Stored items:
──────────────────────────────
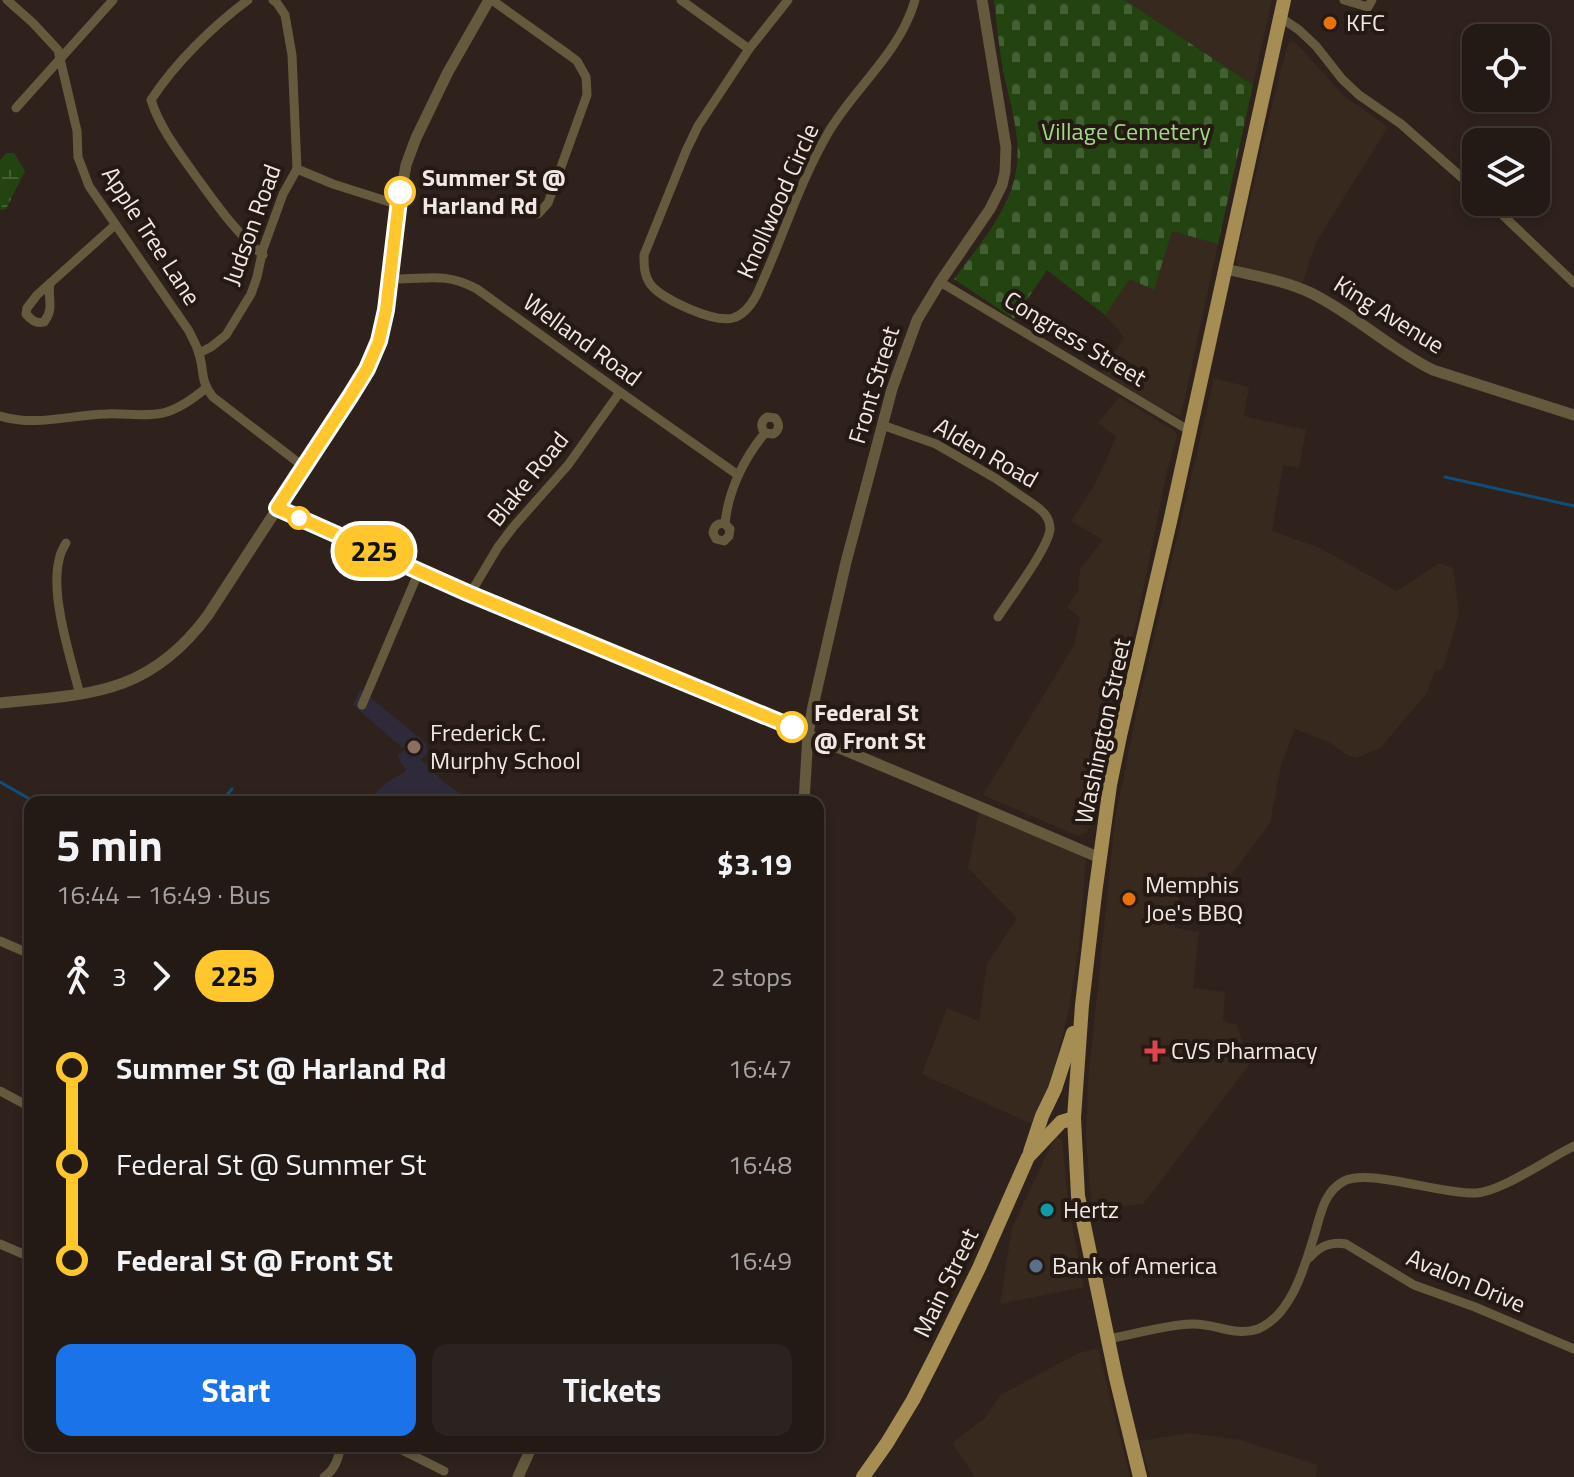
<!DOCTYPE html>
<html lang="en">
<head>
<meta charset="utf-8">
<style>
  :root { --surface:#231a16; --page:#2b231f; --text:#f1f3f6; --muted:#a3a1a1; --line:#403835; --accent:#1a73e8 }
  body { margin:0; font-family:"Titillium Web",sans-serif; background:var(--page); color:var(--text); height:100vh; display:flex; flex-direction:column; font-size:30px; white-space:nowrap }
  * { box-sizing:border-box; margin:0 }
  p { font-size:26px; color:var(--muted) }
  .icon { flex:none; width:44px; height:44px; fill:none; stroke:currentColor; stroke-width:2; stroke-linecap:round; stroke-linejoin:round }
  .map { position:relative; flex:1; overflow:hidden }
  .drawer { position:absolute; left:24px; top:796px; width:800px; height:656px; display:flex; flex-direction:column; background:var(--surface); border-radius:16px; box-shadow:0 4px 12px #0003,0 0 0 2px var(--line) }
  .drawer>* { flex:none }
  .badge { padding:0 16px; border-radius:26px; font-size:28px; line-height:52px }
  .controls { position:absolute; left:1462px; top:24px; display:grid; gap:16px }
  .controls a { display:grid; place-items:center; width:88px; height:88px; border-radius:16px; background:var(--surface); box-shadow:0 4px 12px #0003,0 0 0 2px var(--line); font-size:40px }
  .map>.badge { position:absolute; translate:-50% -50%; box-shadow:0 0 0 4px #fff }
  .legs { display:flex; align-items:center; gap:12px; height:88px; padding:0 32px; font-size:26px }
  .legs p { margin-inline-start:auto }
  .summary { display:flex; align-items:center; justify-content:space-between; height:136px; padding:0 32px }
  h1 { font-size:44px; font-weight:700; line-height:60px }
  .cta { display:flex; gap:16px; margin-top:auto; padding:16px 32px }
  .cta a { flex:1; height:92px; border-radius:16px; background:var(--accent); color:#fff; font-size:32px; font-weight:700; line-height:92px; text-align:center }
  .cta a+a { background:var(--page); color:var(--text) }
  ul { padding:0 32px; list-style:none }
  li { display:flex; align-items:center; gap:28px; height:96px; font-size:30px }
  li i { display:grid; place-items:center; width:12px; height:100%; margin:0 10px; background:currentColor }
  li i::after { content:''; width:20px; height:20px; margin:-10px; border:6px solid; border-radius:50%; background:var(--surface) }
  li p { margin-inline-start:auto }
  li:first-child i { background:linear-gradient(#0000 50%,currentColor 0) }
  li:last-child i { background:linear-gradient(currentColor 50%,#0000 0) }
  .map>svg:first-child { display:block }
</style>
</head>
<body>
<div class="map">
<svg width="1574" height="1477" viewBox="0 0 1574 1477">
  <defs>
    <pattern id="wetland-marsh" width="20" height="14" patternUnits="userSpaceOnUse" patternTransform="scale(2)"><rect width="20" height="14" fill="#234411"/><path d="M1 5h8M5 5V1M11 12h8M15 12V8" fill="none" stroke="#435f34"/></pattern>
    <pattern id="cemetery-stones" width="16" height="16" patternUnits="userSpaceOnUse" patternTransform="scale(2)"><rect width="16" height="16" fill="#234411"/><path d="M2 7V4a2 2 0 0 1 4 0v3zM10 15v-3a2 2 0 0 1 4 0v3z" fill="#435f34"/></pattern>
  </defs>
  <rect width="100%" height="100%" fill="#2f221d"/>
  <g fill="#38291e">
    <polygon points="1125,0 1272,0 1253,85"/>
    <polygon points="1292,41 1297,44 1344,96 1388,127 1316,242 1302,284 1245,270 1237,265 1236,261 1276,88 1288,44"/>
    <polygon points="1171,230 1218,244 1181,416 1160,409 1102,373 1124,337 1105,315 1131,278 1154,289"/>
    <polygon points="1214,378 1249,387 1244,416 1306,430 1299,468 1283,465 1272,531 1320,548 1397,591 1439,563 1453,568 1459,613 1443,669 1435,670 1427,693 1381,747 1357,758 1347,755 1330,743 1295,729 1281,766 1270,823 1222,887 1180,883 1175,928 1199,932 1193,988 1225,992 1223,1021 1237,1025 1249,1065 1143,1204 1092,1210 1086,1138 1088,1082 1115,820 1138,706"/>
    <polygon points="1119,397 1176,432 1177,435 1167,471 1138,616 1106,736 1089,828 1086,833 1078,836 983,795 1074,645 1080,618 1067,607 1078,591 1080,569 1103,540 1071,521 1095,484 1116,437 1098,423"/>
    <polygon points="979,812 1084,857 1086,861 1079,945 1068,1014 1054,1069 1034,1125 922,1074 947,1008 979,1021 987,964 1017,918 968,868"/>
    <polygon points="1055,1137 1058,1137 1062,1140 1069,1211 1084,1287 1000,1304 1012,1228"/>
    <polygon points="1098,1348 1130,1477 975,1477 952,1443 985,1418 1000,1395 1079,1353"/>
    <polygon points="1189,1433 1240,1440 1318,1465 1316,1477 1150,1477 1140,1441"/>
  </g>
  <polygon fill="#2e2a3a" points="360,689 426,743 428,752 421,760 446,784 473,802 365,802 388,782 406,771 397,755 405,750 353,705"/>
  <polygon fill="url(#wetland-marsh)" points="6,153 14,153 25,171 6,209 0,210 0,160"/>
  <path fill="url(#cemetery-stones)" d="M 994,0 L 1125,0 L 1253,85 L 1218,244 L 1172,231 L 1154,290 L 1130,279 L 1105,315 L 1047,270 L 1014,319 L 954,279 C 975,251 999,223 1011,190 C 1026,150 1012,113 1004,74 C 999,50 997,25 994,0 Z"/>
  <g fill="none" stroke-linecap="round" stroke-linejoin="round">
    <g stroke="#0f4e7b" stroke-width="3">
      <polyline points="1445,477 1574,506"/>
      <polyline points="0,782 35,802"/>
      <polyline points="221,802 232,789"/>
    </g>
    <g stroke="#655a3e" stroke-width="9">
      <path d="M 7,0 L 33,23 L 58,50 L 77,131 L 78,157 L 89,186 L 189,331 C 192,338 196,344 198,351 C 205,369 199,380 213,397 L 304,467"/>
      <path d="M 248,0 C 213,26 175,63 151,100 C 160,128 178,151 195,175 C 216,204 235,232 263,255"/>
      <polyline points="492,0 569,55 577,61 586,77 587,95 548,203 538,214"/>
      <polyline points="681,0 749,49 788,0"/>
      <polyline points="1344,0 1368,7 1372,0"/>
      <polyline points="1280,17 1299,30 1316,46 1342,79 1359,95 1401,124 1476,190"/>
      <path d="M 749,49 L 698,126 L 686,151 L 644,255 C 644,266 644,276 651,285 C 663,300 714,323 733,318 C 744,315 751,305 756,296 C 782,241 797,187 828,133 C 855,87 900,53 915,0"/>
      <polyline points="16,108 113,0"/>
      <polyline points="297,169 333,184 399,205"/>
      <polyline points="1489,202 1574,283"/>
      <path d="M 390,279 C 425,280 444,271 477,289 L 620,392 L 738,475"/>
      <polyline points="940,282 1190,431"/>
      <path d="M 50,283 C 47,297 55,309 44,322 C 36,324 31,320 26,314 L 27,308 L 37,295 L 115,225"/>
      <polyline points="199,353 211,347 226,335 251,294 257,277 263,249 283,194 297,169 292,55 285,15 277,3 273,0"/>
      <path d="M 0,416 C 37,427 69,415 106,414 C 125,413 144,417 163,413 C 179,409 193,399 206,388"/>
      <path d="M 882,425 L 936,444 L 995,478 L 1033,504 C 1042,510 1050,517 1050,529 C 1049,547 1009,600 998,617"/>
      <path d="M 725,524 C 718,522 714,526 713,533 L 716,539 L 724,541 L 729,536 L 730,529 L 725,524 C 728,491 744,458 765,433 L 773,434 C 780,430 780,424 775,418 L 767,417 C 761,421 760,427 765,433"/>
      <path d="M 66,543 C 63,548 60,554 59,560 C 50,596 71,659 80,695"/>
      <polyline points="470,594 498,547 514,526 568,465 620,392"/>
      <polyline points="362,705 419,571"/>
      <polyline points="0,941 30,954"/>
      <polyline points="0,1091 30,1107"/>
      <polyline points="0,1244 30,1257"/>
      <path d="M 1309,1258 C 1320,1246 1331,1241 1346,1244 L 1414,1285 L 1475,1307 L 1574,1349"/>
      <path d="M 1108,1339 C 1136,1334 1164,1325 1192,1324 C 1215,1323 1235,1337 1258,1329 C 1292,1315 1305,1265 1315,1233 C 1321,1213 1324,1192 1344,1181 C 1370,1168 1442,1195 1476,1193 C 1501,1192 1549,1158 1574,1146"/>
      <polyline points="394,1446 444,1471"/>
      <path d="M 324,1477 C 335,1470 338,1459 341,1446"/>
    </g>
    <g stroke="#655a3e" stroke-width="11">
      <path d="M 1226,269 C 1254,276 1284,280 1311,293 C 1354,314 1390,349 1433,370 L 1574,415"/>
      <path d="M 277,508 C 549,631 826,740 1100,858"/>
      <path d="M 0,703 C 90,694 149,695 208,615 L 351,395 L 373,356 L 379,341 L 386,310 L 399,205 L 406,165 L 416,138 L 448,72 L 489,0"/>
      <polyline points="804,802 808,734 813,706 846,562 892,389 917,320 940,282 990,209 1002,185 1005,172 1006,147 982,0"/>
      <polyline points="518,1477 532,1446"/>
    </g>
    <g stroke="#a58d53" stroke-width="14">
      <polyline points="1030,1152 1042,1116 1055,1089 1073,1033"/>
      <polyline points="863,1477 887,1443 913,1400 937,1353 979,1268 1028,1157 1061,1122 1074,1118"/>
      <polyline points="1140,1477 1116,1378 1078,1196 1074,1118 1082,1005 1095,894 1110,785 1120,736 1170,522 1284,0"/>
    </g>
  </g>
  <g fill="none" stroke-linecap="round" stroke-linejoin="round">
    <g stroke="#fff" stroke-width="18">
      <polyline id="line-1" points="400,192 386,310 379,341 367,369 351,395 277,508 470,594 792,727"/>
    </g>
    <use href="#line-1" stroke="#ffc72c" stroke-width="12"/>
  </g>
  <g fill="#e8710a" stroke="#251914" stroke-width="3">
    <circle cx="1330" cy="23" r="8"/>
    <circle cx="1129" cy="899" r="8"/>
  </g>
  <g fill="#fff" stroke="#ffc72c" stroke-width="4">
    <circle cx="400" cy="192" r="14"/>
    <circle cx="299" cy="518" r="10"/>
    <circle cx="792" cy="727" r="14"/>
  </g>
  <circle fill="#8d6e63" stroke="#251914" stroke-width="3" cx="414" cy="747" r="8"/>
  <path fill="#e0444e" stroke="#251914" stroke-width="3" d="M1151 1039h8v8h8v8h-8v8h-8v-8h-8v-8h8z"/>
  <circle fill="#0f9aa8" stroke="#251914" stroke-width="3" cx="1047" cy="1210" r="8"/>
  <circle fill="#5c6f8a" stroke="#251914" stroke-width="3" cx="1036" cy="1266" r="8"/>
  <g text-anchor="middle" stroke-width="8" stroke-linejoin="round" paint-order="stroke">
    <g font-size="24" fill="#f1e8e4" stroke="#251914" text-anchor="start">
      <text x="1346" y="31">KFC</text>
      <text x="430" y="741">Frederick C.<tspan x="430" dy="28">Murphy School</tspan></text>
      <text x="1145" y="893">Memphis<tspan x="1145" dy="28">Joe's BBQ</tspan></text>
      <text x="1171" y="1059">CVS Pharmacy</text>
      <text x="1063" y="1218">Hertz</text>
      <text x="1052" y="1274">Bank of America</text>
    </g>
    <g font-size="24" fill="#a0d986" stroke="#251914">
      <text x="1126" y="140">Village Cemetery</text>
    </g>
    <g font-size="24" font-weight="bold" fill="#f1e8e4" stroke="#251914" text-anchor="start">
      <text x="422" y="186">Summer St @<tspan x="422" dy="28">Harland Rd</tspan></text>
      <text x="814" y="721">Federal St<tspan x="814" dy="28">@ Front St</tspan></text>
    </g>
    <g font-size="24" fill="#f1e8e4" stroke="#251914">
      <text transform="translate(778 201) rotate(-66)" y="8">Knollwood Circle</text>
      <text transform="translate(252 225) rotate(-70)" y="8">Judson Road</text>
      <text transform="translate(151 236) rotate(57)" y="8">Apple Tree Lane</text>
      <text transform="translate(1389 315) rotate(32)" y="8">King Avenue</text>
      <text transform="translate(1075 339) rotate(31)" y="8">Congress Street</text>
      <text transform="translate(582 340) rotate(36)" y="8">Welland Road</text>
      <text transform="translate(874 385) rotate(-73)" y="8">Front Street</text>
      <text transform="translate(986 453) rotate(30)" y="8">Alden Road</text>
      <text transform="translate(528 479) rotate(-51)" y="8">Blake Road</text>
      <text transform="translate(1103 731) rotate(-78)" y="8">Washington Street</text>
      <text transform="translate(1466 1281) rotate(23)" y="8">Avalon Drive</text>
      <text transform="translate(946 1283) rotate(-64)" y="8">Main Street</text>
    </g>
  </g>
</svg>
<div class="controls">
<a><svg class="icon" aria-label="locate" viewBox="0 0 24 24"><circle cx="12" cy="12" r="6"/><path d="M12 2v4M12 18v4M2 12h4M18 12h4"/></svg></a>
<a><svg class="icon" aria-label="layers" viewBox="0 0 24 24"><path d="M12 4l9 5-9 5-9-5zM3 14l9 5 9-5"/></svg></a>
</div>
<b class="badge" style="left:374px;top:551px;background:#ffc72c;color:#111">225</b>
<section class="drawer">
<div class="summary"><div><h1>5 min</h1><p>16:44 – 16:49 · Bus</p></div><b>$3.19</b></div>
<div class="legs"><svg class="icon" aria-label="walk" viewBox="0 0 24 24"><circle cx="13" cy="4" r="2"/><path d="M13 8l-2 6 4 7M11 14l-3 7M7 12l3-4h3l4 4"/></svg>3<svg class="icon" aria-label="forward" viewBox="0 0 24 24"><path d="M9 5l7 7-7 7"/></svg><b class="badge" style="background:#ffc72c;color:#111">225</b><p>2 stops</p></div>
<ul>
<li><i style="color:#ffc72c"></i><b>Summer St @ Harland Rd</b><p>16:47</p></li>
<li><i style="color:#ffc72c"></i><span>Federal St @ Summer St</span><p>16:48</p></li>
<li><i style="color:#ffc72c"></i><b>Federal St @ Front St</b><p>16:49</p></li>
</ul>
<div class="cta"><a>Start</a><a>Tickets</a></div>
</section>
</div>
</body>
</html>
──────────────────────────────
Description of the task:
Set the lines above down again, word for word, from the first through the one containing "flex:none; width:44px; height:44px;"; pictures excluded.

Exercise result:
<!DOCTYPE html>
<html lang="en">
<head>
<meta charset="utf-8">
<style>
  :root { --surface:#231a16; --page:#2b231f; --text:#f1f3f6; --muted:#a3a1a1; --line:#403835; --accent:#1a73e8 }
  body { margin:0; font-family:"Titillium Web",sans-serif; background:var(--page); color:var(--text); height:100vh; display:flex; flex-direction:column; font-size:30px; white-space:nowrap }
  * { box-sizing:border-box; margin:0 }
  p { font-size:26px; color:var(--muted) }
  .icon { flex:none; width:44px; height:44px; fill:none; stroke:currentColor; stroke-width:2; stroke-linecap:round; stroke-linejoin:round }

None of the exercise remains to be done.